As unsettling as they were to me, these recollections were clearly helpful for Dale. He would express great delight at having “just remembered” something, even telling his neurologist at Emory that his long-term memory was much better than mine. The new memories brought him happiness and a sense of fulfillment.

I learned to nod and respond positively to Dale’s memories. However, I was slow to join him in his happiness. It felt like our intertwined lives were being torn apart and taken in different directions.

In my mind’s eye, I could see the disease separating not only once-connected cells in the brain, but also much that had knit us together as a couple over the years. Our shared history—created together over decades of living and working together—was unraveling, disappearing.  

That which was a gift for Dale was a thief to me. 

How to reconcile these? Perhaps there is no way. They stand side by side in contrasting tones like so much on this journey: gratitude alongside grief, presence next to absence, moments of joy within the sorrow of decline. And I stand inside each paradox, mourning the losses…railing at the thief when I need to…and celebrating with gratitude the gifts where I can.

Early Signs

Photo: Norma Sessions

To most people, Dale seemed just the same: talkative, smart, friendly, warm, funny.

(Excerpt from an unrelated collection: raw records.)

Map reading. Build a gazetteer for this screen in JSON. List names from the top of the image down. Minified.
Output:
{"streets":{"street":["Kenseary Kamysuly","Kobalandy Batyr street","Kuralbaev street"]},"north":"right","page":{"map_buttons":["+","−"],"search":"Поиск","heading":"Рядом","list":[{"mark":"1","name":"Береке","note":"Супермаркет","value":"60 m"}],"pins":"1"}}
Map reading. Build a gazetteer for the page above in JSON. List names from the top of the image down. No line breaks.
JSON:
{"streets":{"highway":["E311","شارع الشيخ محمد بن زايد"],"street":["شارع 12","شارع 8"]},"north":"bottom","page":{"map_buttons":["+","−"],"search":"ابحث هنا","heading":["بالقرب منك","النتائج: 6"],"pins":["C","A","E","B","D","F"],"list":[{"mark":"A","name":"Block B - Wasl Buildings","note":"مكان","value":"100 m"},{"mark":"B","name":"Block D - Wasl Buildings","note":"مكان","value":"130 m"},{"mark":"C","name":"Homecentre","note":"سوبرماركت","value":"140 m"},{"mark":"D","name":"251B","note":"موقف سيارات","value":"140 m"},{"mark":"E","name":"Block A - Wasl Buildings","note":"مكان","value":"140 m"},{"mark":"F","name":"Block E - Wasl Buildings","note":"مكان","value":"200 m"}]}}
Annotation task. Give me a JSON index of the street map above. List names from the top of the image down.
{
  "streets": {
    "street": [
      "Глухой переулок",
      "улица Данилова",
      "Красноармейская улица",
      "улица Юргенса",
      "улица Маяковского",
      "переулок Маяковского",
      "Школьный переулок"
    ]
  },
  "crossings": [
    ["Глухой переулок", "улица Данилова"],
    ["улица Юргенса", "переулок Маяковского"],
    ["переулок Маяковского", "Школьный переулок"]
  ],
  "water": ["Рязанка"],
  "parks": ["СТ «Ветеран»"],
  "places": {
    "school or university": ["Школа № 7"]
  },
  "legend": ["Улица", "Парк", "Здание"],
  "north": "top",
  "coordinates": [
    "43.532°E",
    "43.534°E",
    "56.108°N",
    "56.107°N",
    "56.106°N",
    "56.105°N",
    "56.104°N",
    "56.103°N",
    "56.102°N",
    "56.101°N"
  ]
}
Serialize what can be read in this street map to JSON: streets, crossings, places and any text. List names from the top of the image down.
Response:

The first signs of the disease were subtle.

I remember being at a reception for a clergy friend of ours. Dale’s diagnosis was very new, and only those closest to us knew. A long-time friend greeted him and asked, “How are you, Dale?” He replied, “Well, I’ve got Alzheimer’s disease.” Knowing that Dale had always enjoyed teasing, the person laughed a little and said, “No you don’t. You’re joking.” Dale continued, “No, it’s true. I was just diagnosed at Emory. I’ve got Alzheimer’s disease.” The person was shocked.

That response became common as Dale shared the news with others. Even after we had moved into a retirement community and Dale had undergone brain surgery as part of a clinical trial, many seemed doubtful that someone with Alzheimer’s disease could acknowledge it and look as good as he did. “He seems fine to me!” is something I heard more than once.

I struggled with my response to these comments because to me, each disease-related change was jarring and heartbreaking, no matter how small. Dale-with-the-excellent-memory, the one who could always win at Trivial Pursuits: had already lost understanding of our finances; was having difficulty organizing his sermons; was forgetting whole conversations; was getting lost in his hometown.

For me, the early unfolding of the disease was…

… like listening to an orchestra play a favorite piece while musicians begin putting their instruments down one by one…

or

…like noticing the first blush of red on a leaf as summer draws to a close…

I longed for the melodies I no longer could hear, for the full sound of the whole orchestra. I dreaded the winter cold that was coming our way. The loneliness and grief of the journey had begun.

During this time, I came across a quote by Julian of Norwich:

“If there be anywhere on earth a lover of God who is always kept safe,
I know nothing of it,
for it was not shown to me.
But this was shown: that in falling and rising again
we are always kept in that same precious love.”

Surely, we have fallen and risen over the years of this journey. And just as surely, that same precious love, manifested and expressed in countless ways, has kept us both. The grieving is ongoing. So is the gratitude for the love that keeps us.